## Task goal
Across all entries below, how many lines include "lists"? Answer with the number alone.

╭─ Data for this exercise

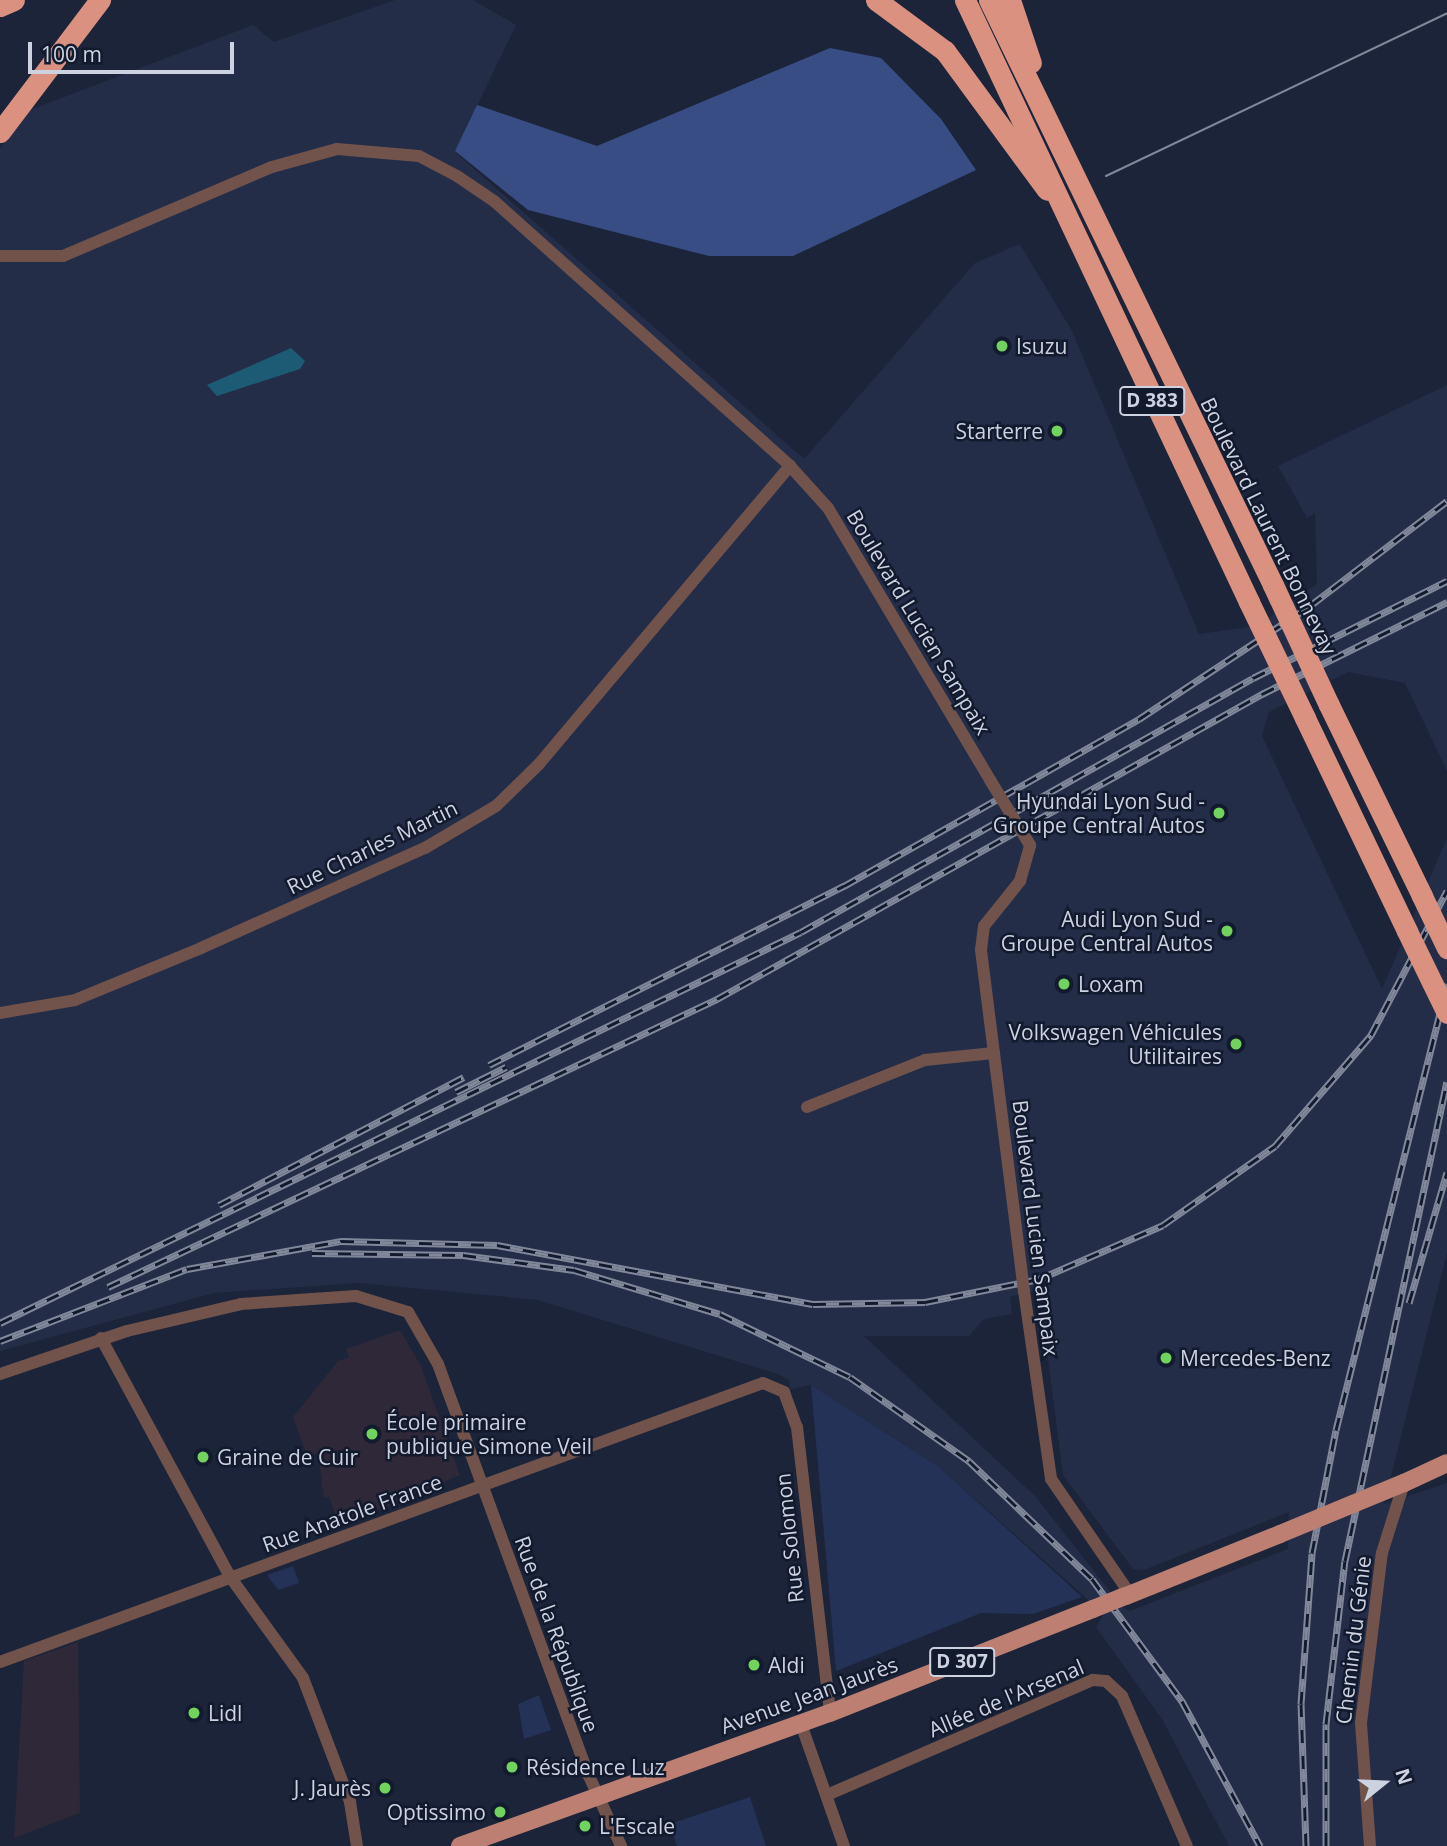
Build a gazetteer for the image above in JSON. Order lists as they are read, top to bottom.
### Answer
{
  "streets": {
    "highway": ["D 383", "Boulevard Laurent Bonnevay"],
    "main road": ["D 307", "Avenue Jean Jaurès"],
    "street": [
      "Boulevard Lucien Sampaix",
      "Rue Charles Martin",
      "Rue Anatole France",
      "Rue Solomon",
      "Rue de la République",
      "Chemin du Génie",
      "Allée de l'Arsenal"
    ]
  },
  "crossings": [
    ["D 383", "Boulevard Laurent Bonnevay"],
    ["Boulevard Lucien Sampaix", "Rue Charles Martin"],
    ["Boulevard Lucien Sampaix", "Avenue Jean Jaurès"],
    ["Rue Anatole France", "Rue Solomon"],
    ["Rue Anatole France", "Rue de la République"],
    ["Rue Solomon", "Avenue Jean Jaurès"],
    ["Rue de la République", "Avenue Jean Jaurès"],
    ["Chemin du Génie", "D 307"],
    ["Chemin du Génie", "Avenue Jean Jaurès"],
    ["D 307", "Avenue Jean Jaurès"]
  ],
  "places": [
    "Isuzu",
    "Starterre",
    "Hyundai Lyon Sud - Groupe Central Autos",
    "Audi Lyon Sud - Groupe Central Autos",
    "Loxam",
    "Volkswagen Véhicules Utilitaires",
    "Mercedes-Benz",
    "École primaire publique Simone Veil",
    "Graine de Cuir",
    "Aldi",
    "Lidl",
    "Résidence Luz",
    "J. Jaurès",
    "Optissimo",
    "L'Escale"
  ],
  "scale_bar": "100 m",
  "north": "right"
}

╰─
╭─ Data for this exercise

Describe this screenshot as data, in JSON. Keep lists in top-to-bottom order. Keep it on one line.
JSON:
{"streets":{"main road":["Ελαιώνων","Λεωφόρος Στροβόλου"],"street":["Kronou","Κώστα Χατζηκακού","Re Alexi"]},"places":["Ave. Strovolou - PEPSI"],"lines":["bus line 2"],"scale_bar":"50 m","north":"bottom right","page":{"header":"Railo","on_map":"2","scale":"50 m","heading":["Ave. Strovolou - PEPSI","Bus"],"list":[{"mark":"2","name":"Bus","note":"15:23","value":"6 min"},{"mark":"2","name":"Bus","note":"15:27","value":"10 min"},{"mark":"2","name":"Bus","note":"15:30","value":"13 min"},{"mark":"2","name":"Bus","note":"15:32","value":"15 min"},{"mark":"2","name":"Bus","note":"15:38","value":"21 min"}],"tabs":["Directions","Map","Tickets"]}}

╰─

## Solution below
2